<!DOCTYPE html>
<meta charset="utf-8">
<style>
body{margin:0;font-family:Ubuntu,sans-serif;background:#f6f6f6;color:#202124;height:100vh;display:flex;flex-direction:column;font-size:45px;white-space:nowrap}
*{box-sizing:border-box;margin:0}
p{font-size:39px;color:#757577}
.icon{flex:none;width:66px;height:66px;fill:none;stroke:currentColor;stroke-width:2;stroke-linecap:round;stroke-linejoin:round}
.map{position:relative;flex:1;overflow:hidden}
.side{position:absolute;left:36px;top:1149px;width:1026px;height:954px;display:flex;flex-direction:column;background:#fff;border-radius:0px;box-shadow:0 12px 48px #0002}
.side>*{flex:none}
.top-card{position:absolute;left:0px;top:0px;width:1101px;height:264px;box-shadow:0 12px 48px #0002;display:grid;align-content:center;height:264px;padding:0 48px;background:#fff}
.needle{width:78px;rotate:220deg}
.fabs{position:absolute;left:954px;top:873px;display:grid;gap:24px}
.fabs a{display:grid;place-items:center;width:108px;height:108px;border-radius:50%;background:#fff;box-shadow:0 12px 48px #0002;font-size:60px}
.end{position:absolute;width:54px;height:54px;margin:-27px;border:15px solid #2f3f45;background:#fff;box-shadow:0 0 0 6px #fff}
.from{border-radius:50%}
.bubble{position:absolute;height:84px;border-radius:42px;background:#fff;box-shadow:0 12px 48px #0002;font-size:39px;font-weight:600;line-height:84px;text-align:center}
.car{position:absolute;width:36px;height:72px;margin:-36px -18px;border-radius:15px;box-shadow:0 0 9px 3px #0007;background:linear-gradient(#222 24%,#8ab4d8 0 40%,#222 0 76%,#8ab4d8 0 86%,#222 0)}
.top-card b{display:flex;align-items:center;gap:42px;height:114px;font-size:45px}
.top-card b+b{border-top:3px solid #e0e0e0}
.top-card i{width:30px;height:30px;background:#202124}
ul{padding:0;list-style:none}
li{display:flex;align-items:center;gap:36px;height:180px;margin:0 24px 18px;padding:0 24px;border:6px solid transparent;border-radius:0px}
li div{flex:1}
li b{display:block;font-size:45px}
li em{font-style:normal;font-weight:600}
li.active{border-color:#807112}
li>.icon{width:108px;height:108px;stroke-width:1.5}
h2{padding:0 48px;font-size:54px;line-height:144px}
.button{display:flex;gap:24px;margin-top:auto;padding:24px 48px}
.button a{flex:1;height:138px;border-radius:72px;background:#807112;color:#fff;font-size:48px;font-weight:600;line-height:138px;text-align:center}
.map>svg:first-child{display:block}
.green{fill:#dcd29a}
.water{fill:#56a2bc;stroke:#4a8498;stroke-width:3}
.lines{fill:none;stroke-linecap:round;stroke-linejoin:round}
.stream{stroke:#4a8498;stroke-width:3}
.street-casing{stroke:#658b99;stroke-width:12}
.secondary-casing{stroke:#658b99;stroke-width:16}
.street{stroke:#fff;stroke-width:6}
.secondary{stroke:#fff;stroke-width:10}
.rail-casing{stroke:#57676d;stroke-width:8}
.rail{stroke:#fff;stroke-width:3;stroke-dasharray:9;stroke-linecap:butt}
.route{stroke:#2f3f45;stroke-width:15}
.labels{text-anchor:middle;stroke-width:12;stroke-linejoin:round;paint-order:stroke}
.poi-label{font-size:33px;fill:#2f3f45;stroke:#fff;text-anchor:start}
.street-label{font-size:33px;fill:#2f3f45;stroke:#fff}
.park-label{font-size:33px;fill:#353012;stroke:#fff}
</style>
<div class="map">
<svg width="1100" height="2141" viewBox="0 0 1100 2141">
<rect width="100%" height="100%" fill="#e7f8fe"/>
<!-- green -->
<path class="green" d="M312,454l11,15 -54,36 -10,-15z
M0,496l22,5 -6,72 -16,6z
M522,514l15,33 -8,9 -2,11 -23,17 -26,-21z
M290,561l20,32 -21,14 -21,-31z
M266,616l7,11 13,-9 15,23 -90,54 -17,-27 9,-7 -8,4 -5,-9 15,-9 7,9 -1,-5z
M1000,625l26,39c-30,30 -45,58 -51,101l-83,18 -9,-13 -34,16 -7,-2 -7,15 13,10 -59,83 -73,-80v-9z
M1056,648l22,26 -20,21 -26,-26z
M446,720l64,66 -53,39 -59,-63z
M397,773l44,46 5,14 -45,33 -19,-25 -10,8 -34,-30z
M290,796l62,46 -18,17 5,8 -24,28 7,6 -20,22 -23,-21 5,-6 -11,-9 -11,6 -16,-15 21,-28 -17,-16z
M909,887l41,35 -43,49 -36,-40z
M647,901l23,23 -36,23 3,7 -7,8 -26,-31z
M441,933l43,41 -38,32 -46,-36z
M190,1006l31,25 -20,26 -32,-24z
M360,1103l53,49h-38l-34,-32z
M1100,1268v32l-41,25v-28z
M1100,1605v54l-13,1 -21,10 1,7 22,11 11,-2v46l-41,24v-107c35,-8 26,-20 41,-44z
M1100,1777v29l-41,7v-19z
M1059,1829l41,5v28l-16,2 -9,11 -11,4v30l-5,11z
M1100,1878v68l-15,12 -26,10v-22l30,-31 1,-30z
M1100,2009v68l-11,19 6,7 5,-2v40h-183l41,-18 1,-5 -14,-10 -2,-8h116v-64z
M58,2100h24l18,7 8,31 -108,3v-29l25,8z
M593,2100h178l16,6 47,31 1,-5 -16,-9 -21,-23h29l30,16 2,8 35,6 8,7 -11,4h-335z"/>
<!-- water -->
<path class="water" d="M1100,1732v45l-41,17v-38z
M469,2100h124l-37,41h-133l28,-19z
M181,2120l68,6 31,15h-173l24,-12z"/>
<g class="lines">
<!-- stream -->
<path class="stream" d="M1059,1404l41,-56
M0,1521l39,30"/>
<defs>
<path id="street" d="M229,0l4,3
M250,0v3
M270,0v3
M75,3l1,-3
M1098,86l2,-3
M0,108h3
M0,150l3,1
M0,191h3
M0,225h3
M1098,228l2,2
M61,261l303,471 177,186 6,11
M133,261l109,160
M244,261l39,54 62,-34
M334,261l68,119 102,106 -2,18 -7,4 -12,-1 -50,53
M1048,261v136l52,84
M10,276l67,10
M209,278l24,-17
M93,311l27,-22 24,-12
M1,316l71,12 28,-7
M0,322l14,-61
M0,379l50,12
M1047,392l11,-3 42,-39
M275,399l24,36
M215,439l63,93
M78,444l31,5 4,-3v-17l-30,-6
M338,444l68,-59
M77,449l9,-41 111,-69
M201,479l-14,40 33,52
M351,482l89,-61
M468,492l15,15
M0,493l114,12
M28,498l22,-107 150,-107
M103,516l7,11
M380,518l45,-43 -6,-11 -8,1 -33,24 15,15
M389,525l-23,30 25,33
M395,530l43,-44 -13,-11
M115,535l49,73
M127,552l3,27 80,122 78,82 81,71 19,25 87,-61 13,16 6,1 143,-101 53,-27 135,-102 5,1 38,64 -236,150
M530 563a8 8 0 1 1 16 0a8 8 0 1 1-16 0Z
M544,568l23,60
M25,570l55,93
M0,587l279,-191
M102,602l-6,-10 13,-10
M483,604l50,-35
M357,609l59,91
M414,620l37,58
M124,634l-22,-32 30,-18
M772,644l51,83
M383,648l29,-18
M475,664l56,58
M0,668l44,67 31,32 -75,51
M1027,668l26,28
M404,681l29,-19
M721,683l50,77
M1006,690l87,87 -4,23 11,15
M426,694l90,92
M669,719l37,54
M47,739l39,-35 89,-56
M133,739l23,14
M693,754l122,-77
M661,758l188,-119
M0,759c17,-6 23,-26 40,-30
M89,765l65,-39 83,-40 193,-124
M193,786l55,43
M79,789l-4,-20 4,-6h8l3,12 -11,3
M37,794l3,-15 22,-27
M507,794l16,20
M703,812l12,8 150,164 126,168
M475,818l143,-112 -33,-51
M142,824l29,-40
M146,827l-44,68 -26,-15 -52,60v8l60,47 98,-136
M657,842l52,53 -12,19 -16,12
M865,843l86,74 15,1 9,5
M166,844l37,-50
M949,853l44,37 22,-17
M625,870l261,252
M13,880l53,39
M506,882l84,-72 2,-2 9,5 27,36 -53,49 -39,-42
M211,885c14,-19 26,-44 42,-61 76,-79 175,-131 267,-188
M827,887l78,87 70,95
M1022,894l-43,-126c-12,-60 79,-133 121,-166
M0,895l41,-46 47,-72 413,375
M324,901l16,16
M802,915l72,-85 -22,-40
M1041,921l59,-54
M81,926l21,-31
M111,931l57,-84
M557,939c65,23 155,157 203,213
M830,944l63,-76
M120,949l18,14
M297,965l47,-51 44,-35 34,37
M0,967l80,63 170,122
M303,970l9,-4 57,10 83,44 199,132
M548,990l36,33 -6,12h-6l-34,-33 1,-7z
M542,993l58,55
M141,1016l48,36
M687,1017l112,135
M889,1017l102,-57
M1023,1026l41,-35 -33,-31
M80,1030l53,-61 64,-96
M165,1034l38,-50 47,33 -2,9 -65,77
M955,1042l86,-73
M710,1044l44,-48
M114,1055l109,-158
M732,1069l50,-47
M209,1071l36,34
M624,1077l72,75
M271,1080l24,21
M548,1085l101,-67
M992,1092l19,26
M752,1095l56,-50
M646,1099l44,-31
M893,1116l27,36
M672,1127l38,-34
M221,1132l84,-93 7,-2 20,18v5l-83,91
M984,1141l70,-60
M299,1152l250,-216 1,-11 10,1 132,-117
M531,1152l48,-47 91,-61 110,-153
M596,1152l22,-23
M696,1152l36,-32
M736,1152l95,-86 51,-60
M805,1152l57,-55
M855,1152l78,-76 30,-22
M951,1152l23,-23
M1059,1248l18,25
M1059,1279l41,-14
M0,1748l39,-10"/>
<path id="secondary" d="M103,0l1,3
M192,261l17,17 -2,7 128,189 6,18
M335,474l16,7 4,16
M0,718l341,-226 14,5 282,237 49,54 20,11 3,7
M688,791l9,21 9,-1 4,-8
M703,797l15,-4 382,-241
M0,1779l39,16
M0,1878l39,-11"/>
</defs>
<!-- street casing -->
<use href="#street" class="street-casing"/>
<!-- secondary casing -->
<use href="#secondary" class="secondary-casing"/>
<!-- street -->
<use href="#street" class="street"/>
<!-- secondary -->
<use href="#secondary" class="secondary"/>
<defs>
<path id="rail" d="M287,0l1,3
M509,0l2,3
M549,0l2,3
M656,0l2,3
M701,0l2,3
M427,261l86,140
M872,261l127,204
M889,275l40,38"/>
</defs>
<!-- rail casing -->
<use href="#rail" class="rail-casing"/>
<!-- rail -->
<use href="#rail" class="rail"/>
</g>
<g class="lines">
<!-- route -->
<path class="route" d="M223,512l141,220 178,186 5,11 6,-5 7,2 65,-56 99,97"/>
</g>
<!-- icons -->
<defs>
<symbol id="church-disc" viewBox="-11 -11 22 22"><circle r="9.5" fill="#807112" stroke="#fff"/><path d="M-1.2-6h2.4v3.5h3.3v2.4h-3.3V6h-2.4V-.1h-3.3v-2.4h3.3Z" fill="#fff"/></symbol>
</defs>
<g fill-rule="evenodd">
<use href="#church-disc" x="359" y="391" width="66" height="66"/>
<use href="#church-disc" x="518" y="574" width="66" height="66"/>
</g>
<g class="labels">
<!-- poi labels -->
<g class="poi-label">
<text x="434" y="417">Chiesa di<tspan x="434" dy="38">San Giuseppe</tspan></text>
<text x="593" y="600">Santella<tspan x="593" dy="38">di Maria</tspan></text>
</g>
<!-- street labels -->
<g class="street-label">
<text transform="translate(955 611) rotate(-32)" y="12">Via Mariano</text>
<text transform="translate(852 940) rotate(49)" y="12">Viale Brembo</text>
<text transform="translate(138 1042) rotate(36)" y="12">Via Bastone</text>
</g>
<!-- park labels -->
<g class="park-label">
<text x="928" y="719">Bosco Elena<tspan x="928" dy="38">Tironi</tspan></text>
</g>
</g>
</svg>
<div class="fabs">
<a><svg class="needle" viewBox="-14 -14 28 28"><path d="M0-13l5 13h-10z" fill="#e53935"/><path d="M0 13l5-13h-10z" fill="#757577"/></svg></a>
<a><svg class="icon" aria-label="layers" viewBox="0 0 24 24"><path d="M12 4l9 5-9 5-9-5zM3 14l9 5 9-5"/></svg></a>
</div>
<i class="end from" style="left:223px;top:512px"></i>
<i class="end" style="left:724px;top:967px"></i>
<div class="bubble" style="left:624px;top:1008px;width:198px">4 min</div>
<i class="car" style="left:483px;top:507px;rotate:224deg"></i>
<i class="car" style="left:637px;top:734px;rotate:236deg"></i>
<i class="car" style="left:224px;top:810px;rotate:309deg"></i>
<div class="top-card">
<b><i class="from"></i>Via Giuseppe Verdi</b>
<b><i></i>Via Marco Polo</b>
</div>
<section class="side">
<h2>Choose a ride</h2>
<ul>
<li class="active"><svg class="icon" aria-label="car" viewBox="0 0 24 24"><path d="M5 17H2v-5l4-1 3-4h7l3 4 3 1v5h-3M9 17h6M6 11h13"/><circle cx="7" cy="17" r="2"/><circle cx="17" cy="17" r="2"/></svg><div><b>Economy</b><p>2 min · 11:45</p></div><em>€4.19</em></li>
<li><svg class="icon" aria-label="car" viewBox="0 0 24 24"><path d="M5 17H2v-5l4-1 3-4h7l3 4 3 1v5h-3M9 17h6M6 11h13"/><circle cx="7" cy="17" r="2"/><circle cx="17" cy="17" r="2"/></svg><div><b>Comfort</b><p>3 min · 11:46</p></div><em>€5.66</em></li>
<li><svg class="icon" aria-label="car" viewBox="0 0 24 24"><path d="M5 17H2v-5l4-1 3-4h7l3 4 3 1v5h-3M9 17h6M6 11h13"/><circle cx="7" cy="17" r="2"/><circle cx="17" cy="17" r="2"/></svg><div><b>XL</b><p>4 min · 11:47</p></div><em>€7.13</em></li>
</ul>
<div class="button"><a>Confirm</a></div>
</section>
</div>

○ ○ ○

◆ **WHAT YOU WILL DO**: Exactly the lines above from the one with "M721,683l50,77" to the one with "M1059,1248l18,25", both included, are to be quoted; leave the rest out.

◆ **TASK ANSWER**:
M721,683l50,77
M1006,690l87,87 -4,23 11,15
M426,694l90,92
M669,719l37,54
M47,739l39,-35 89,-56
M133,739l23,14
M693,754l122,-77
M661,758l188,-119
M0,759c17,-6 23,-26 40,-30
M89,765l65,-39 83,-40 193,-124
M193,786l55,43
M79,789l-4,-20 4,-6h8l3,12 -11,3
M37,794l3,-15 22,-27
M507,794l16,20
M703,812l12,8 150,164 126,168
M475,818l143,-112 -33,-51
M142,824l29,-40
M146,827l-44,68 -26,-15 -52,60v8l60,47 98,-136
M657,842l52,53 -12,19 -16,12
M865,843l86,74 15,1 9,5
M166,844l37,-50
M949,853l44,37 22,-17
M625,870l261,252
M13,880l53,39
M506,882l84,-72 2,-2 9,5 27,36 -53,49 -39,-42
M211,885c14,-19 26,-44 42,-61 76,-79 175,-131 267,-188
M827,887l78,87 70,95
M1022,894l-43,-126c-12,-60 79,-133 121,-166
M0,895l41,-46 47,-72 413,375
M324,901l16,16
M802,915l72,-85 -22,-40
M1041,921l59,-54
M81,926l21,-31
M111,931l57,-84
M557,939c65,23 155,157 203,213
M830,944l63,-76
M120,949l18,14
M297,965l47,-51 44,-35 34,37
M0,967l80,63 170,122
M303,970l9,-4 57,10 83,44 199,132
M548,990l36,33 -6,12h-6l-34,-33 1,-7z
M542,993l58,55
M141,1016l48,36
M687,1017l112,135
M889,1017l102,-57
M1023,1026l41,-35 -33,-31
M80,1030l53,-61 64,-96
M165,1034l38,-50 47,33 -2,9 -65,77
M955,1042l86,-73
M710,1044l44,-48
M114,1055l109,-158
M732,1069l50,-47
M209,1071l36,34
M624,1077l72,75
M271,1080l24,21
M548,1085l101,-67
M992,1092l19,26
M752,1095l56,-50
M646,1099l44,-31
M893,1116l27,36
M672,1127l38,-34
M221,1132l84,-93 7,-2 20,18v5l-83,91
M984,1141l70,-60
M299,1152l250,-216 1,-11 10,1 132,-117
M531,1152l48,-47 91,-61 110,-153
M596,1152l22,-23
M696,1152l36,-32
M736,1152l95,-86 51,-60
M805,1152l57,-55
M855,1152l78,-76 30,-22
M951,1152l23,-23
M1059,1248l18,25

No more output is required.